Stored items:
#####

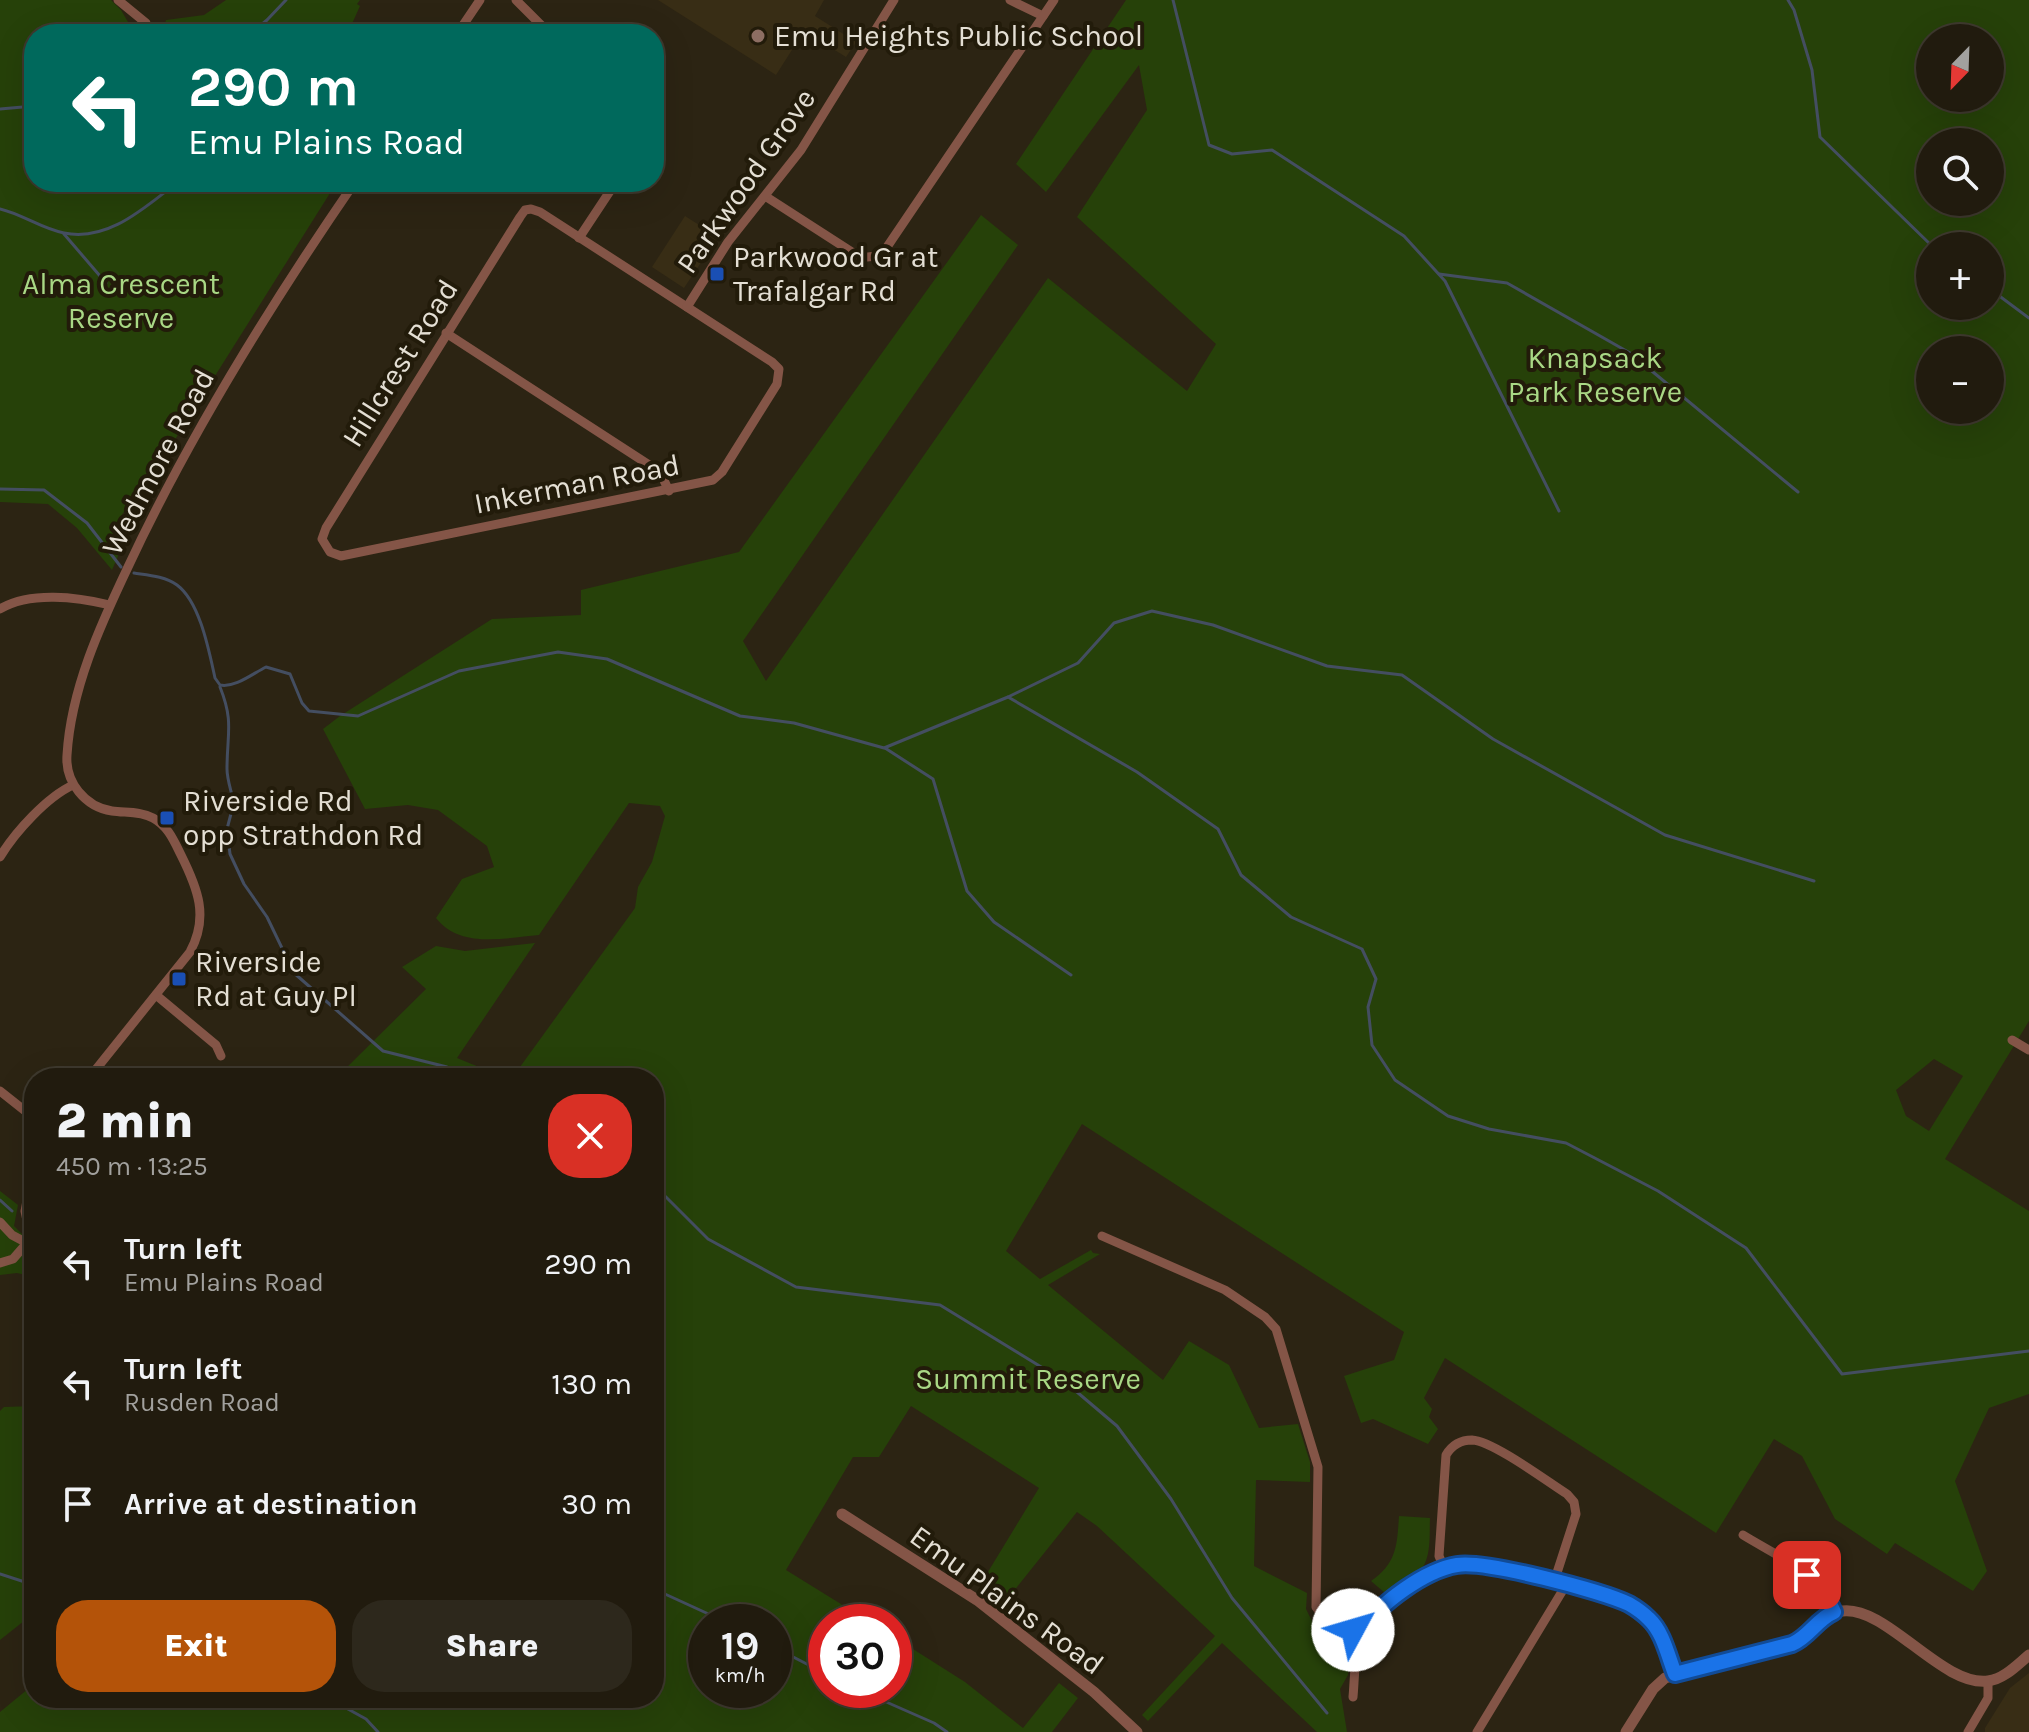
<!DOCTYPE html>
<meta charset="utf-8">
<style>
body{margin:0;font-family:Karla,sans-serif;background:#2d281c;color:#f1f3f6;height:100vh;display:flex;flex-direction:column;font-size:30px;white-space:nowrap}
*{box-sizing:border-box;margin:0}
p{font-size:26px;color:#a2a19e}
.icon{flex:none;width:44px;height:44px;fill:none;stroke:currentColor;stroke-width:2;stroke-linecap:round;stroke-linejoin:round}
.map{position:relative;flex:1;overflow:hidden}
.details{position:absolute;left:24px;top:1068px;width:640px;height:640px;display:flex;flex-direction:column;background:#211b0e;border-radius:32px;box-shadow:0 8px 32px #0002,0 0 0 2px #3e392e}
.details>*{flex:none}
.banner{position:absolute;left:24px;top:24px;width:640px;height:168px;border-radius:32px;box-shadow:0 8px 32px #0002,0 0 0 2px #3e392e;background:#00695c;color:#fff;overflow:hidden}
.needle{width:52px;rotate:203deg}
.controls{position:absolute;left:1916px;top:24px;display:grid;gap:16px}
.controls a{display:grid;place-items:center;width:88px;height:88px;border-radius:50%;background:#211b0e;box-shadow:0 8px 32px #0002,0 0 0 2px #3e392e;font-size:40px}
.speed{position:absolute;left:688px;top:1604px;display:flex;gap:16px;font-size:40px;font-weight:700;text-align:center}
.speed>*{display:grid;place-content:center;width:104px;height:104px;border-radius:50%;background:#211b0e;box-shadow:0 8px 32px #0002,0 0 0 2px #3e392e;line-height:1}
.speed small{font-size:20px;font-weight:400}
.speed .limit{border:12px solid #d22;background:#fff;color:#111}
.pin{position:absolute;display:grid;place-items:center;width:68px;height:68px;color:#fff;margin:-34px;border-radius:16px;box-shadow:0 4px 12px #0006}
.me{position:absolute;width:88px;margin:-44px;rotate:51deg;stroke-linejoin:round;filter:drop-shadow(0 0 6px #0008)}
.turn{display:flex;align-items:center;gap:28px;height:168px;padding:0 32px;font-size:36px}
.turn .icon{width:104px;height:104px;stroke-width:2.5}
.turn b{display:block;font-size:56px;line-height:68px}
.round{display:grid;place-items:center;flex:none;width:84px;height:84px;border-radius:32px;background:#2d281c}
.head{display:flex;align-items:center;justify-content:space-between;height:136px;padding:0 32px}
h1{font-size:48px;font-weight:800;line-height:60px}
.primary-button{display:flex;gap:16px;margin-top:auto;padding:16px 32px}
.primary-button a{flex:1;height:92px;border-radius:32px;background:#b45309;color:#fff;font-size:32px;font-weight:800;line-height:92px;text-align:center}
.primary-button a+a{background:#2d281c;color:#f1f3f6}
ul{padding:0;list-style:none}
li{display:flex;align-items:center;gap:24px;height:120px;padding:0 32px}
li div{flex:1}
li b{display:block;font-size:30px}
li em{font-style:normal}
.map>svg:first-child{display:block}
.built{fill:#382d15}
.green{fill:#264109;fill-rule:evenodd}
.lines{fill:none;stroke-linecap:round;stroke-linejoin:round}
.stream{stroke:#444e61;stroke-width:3}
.minor{stroke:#845547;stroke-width:9}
.tertiary{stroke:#845547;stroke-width:11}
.route-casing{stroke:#114b97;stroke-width:20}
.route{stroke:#1a73e8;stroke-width:14}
.education-dot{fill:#8d6e63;stroke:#221b0a;stroke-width:3}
.transit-dot{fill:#1a4fb4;stroke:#221b0a;stroke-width:3}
.labels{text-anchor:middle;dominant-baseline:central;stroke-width:8;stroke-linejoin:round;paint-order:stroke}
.poi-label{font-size:30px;fill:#e4dfd4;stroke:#221b0a;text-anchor:start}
.street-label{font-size:30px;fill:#e4dfd4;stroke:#221b0a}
.park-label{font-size:30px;fill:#a9d885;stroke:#221b0a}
</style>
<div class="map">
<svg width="2029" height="1732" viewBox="0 0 2029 1732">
<rect width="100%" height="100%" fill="#2c2413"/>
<g class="built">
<polygon points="658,0 824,0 815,16 856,42 846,57 804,31 776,75"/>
<polygon points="685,216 718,237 684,288 652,267"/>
<polygon points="2029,1673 2029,1732 1985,1732 1985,1728 2010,1688"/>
</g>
<g class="green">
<polygon points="0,0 111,0 121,10 135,34 34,34 34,182 337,182 147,484 142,502 137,500 129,512 125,510 117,523 129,531 112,570 77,528 48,504 0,502"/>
<polygon points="226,0 360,0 357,4 360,6 351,26 352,34 162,34 166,20 204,15"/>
<path d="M1126 0H2029V1021L1945 1159 2029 1211V1394L1989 1408 1955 1481 1987 1571 1973 1591 1895 1543 1887 1554 1835 1519 1802 1456 1774 1439 1716 1533 1445 1358 1424 1398 1432 1409 1429 1417 1438 1429 1428 1444 1373 1419 1361 1423 1344 1376 1394 1360 1404 1332 1082 1124 1006 1251 1040 1279 1091 1250 1093 1253 1100 1254 1048 1285 1163 1380 1189 1341 1229 1365 1259 1428 1298 1424 1310 1462V1482L1256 1480 1254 1566 1307 1593 1306 1609 1313 1623 1351 1640 1348 1675 1340 1689 1347 1732H1317L1222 1643 1148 1721 1142 1715 1215 1636 1097 1526 1077 1512 1005 1602 980 1585 1039 1488 911 1406 879 1457H853L786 1570 870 1622H826V1690H894V1637L965 1682 1023 1728 1059 1683 1078 1698 1052 1732H0V1712L34 1684V1698H654V1078H512L635 908 638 887 652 862 665 816 660 806 629 803 539 935C505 938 460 949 436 918L462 879 494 867 487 846 438 810 408 805 365 809 323 729 340 716 492 619 581 615V590L739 552 981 215 1018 245 743 641 766 681 1048 278 1187 391 1216 344 1077 217 1147 110 1139 65 1046 192 1016 164ZM1930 38H1990V98H1930ZM1930 142H1990V202H1930ZM1930 246H1990V306H1930ZM1930 350H1990V410H1930ZM1934 1059 1963 1076 1929 1131 1906 1116 1896 1090ZM706 1622H774V1690H706Z"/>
<polygon points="535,943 457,1058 506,1078 336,1078 426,989 402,967 436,946 465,951"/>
<polygon points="0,1191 18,1205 14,1226 34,1246 34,1277 17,1273 0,1275"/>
<polygon points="34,1406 34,1613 0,1640 0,1411 4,1407"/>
<path d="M1399 1516 1430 1518C1429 1538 1433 1566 1412 1577 1399 1583 1397 1583 1385 1593L1371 1581C1397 1563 1397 1545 1399 1516Z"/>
</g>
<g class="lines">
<g class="stream">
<polyline points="1173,0 1209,145 1232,154 1272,150 1404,236 1445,281 1559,511"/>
<polyline points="1788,0 1794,10 1812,70 1820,137 1932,246"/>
<polyline points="250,34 267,20 286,0"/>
<polyline points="0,109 34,106"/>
<path d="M0 209C22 214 42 229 64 233 109 242 145 207 178 182"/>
<polyline points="64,234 106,283"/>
<polyline points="1439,274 1507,283 1630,353 1798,492"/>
<polyline points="1990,289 2029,318"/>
<polyline points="0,489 44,490 87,523 121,567"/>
<path d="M134 573C147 575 165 576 177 585 200 602 209 651 215 678L220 685C235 688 252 674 266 667L290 674 302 703 309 711 358 716 459 671 558 652 607 659 740 716 794 723 884 748 1008 697 1137 772 1218 829 1241 875 1291 917 1362 949 1376 979 1368 1007 1372 1045 1395 1080 1448 1116 1489 1129 1566 1143 1658 1191 1746 1248 1842 1374 2029 1351"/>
<path d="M220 687C234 722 227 733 227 769 227 779 231 790 233 800"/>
<polyline points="1008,697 1078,663 1114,623 1152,611 1213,625 1327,666 1402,675 1493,739 1665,835 1814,881"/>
<polyline points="885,748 933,779 967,891 994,922 1071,975"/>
<polyline points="233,806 227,829 230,854 244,884 267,917 294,973 383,1051 447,1067 472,1078"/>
<polyline points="654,1175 665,1196 708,1239 796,1287 940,1305 1064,1381 1117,1426 1171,1499 1232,1598 1327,1713"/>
<polyline points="0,1200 12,1211"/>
<polyline points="0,1574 34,1585"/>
<polyline points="654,1589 726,1622"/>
<polyline points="774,1647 826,1674"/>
<polyline points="859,1690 934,1723 947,1732"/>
<polyline points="328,1698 366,1719 378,1732"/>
</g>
<g class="minor">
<polyline points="118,0 146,23"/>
<polyline points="516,0 550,34"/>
<polyline points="1010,0 1043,16"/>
<polyline points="457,34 480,0"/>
<path d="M765 196 855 254C868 260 878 257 887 247L1054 0"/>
<polygon points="531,209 540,212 772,362 779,369 777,384 722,472 713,480 341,556 330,552 322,539 326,528 520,217 525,210"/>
<polyline points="579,238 616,182"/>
<polyline points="687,307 728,242 801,150 894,0"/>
<polyline points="446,333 660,472 669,491"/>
<path d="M0 609C30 591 77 597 110 605"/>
<path d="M0 857C15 832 47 797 73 785"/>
<polyline points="156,995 216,1045 221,1056"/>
<polyline points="2012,1040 2029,1050"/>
<path d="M89 1078 190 952C209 917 198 889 181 855 174 841 168 826 153 818 140 811 125 813 112 811 85 807 65 782 67 755 71 689 100 626 128 567 191 432 271 304 355 182"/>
<polyline points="0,1091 34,1118"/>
<polyline points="0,1222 12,1235 27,1243 29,1230 25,1211 34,1164"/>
<path d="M1102 1236 1225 1290 1265 1317 1276 1329 1318 1467 1316 1607C1327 1624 1344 1630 1363 1630"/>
<polyline points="0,1263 13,1259 27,1243"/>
<path d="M1743 1535C1777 1556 1820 1573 1834 1612"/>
<path d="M1444 1568 1439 1556 1446 1455C1452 1445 1460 1440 1472 1440 1493 1441 1548 1482 1567 1494L1574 1502 1576 1514 1554 1582"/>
<path d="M1353 1697C1355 1675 1354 1645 1366 1625 1380 1601 1429 1570 1456 1565 1484 1560 1602 1591 1629 1604 1636 1608 1643 1613 1649 1619 1663 1632 1668 1656 1675 1674"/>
<polyline points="1477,1732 1566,1585"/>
<polyline points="1968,1732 1988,1698 1988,1681"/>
</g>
<g class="tertiary">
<polyline points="842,1514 977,1600 1094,1692 1137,1732"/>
<path d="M1626 1732 1653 1689 1665 1678 1792 1644C1812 1636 1819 1614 1842 1611 1886 1605 1942 1687 1988 1681 2004 1679 2017 1665 2029 1655"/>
</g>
</g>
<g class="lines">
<g class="route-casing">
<path id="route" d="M1353 1630H1363C1379 1603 1426 1570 1457 1565 1485 1560 1602 1591 1629 1604 1636 1608 1643 1613 1649 1619 1663 1632 1668 1656 1675 1674L1792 1644C1809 1637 1817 1619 1834 1612L1823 1589 1807 1575"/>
</g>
<use href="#route" class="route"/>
</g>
<circle class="education-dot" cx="758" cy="36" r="8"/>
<g class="transit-dot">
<rect x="709" y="266" width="16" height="16" rx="4"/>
<rect x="159" y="810" width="16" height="16" rx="4"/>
<rect x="171" y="971" width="16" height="16" rx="4"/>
</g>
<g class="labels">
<g class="poi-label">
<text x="774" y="36">Emu Heights Public School</text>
<text x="733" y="257">Parkwood Gr at<tspan x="733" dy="34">Trafalgar Rd</tspan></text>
<text x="183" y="801">Riverside Rd<tspan x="183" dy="34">opp Strathdon Rd</tspan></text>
<text x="195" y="962">Riverside<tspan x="195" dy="34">Rd at Guy Pl</tspan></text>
</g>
<g class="street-label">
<text transform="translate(746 181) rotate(-55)">Parkwood Grove</text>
<text transform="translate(400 363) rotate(-58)">Hillcrest Road</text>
<text transform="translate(158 462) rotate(-62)">Wedmore Road</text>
<text transform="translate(577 484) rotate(-11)">Inkerman Road</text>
<text transform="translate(1007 1600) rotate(36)">Emu Plains Road</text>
</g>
<g class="park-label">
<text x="121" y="284">Alma Crescent<tspan x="121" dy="34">Reserve</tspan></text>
<text x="1595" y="358">Knapsack<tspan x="1595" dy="34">Park Reserve</tspan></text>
<text x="1028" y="1379">Summit Reserve</text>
</g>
</g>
</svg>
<div class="controls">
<a><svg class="needle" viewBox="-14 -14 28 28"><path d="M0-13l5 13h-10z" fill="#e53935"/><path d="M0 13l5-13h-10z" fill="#a2a19e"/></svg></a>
<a><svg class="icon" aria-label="search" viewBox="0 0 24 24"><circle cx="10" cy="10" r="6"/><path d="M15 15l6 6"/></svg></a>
<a>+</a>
<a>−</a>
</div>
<div class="speed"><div>19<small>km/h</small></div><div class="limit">30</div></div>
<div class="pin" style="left:1807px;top:1575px;background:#d93025"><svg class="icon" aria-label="arrive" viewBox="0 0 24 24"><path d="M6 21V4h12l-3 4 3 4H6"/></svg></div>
<svg class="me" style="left:1353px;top:1630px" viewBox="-20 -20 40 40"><circle r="19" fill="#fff"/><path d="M0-13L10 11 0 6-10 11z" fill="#1a73e8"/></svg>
<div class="banner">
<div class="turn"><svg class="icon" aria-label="left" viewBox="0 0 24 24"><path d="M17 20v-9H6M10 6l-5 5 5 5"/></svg><div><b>290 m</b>Emu Plains Road</div></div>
</div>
<section class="details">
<div class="head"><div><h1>2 min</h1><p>450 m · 13:25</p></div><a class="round" style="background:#d93025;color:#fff"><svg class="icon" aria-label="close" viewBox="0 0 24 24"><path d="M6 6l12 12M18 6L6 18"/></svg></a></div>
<ul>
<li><svg class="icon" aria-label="left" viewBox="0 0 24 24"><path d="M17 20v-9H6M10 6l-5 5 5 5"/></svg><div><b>Turn left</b><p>Emu Plains Road</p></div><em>290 m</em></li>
<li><svg class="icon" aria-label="left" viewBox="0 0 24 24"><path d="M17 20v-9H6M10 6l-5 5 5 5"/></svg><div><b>Turn left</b><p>Rusden Road</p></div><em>130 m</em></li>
<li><svg class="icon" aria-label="arrive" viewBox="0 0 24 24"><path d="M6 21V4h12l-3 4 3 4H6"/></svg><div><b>Arrive at destination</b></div><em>30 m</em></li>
</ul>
<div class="primary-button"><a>Exit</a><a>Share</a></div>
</section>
</div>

#####

#### EXERCISE INSTRUCTIONS
What this exercise asks for is every line of the data above with the word "small".

#### WRITTEN SOLUTION
.speed small{font-size:20px;font-weight:400}
<div class="speed"><div>19<small>km/h</small></div><div class="limit">30</div></div>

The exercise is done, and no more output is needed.